▸ ACTIVITY: Send each entry back exactly as given, pictures excluded.

▸ DATASET CONTENT:
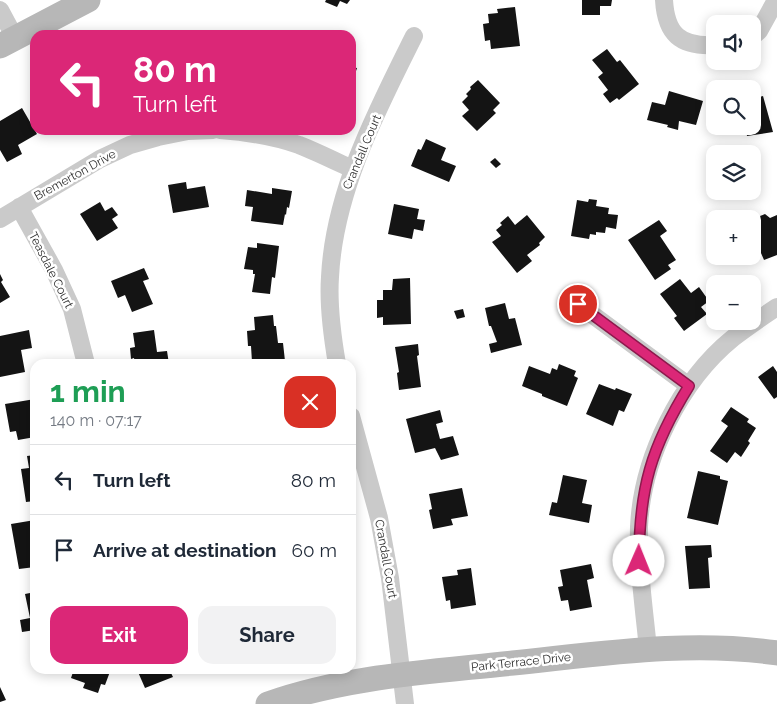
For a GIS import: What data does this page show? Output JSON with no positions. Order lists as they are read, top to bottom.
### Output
{
  "streets": {
    "street": [
      "Crandall Court",
      "Bremerton Drive",
      "Teasdale Court",
      "Park Terrace Drive"
    ]
  },
  "crossings": [
    ["Crandall Court", "Park Terrace Drive"],
    ["Bremerton Drive", "Teasdale Court"]
  ],
  "page": {
    "map_buttons": ["+", "−"],
    "turn": ["80 m", "Turn left"],
    "heading": ["1 min", "140 m · 07:17"],
    "list": [
      {
        "name": "Turn left",
        "value": "80 m"
      },
      {
        "name": "Arrive at destination",
        "value": "60 m"
      }
    ],
    "buttons": ["Exit", "Share"]
  }
}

▸ WORKED SOLUTION:
For a GIS import: What data does this page show? Output JSON with no positions. Order lists as they are read, top to bottom.
### Output
{
  "streets": {
    "street": [
      "Crandall Court",
      "Bremerton Drive",
      "Teasdale Court",
      "Park Terrace Drive"
    ]
  },
  "crossings": [
    ["Crandall Court", "Park Terrace Drive"],
    ["Bremerton Drive", "Teasdale Court"]
  ],
  "page": {
    "map_buttons": ["+", "−"],
    "turn": ["80 m", "Turn left"],
    "heading": ["1 min", "140 m · 07:17"],
    "list": [
      {
        "name": "Turn left",
        "value": "80 m"
      },
      {
        "name": "Arrive at destination",
        "value": "60 m"
      }
    ],
    "buttons": ["Exit", "Share"]
  }
}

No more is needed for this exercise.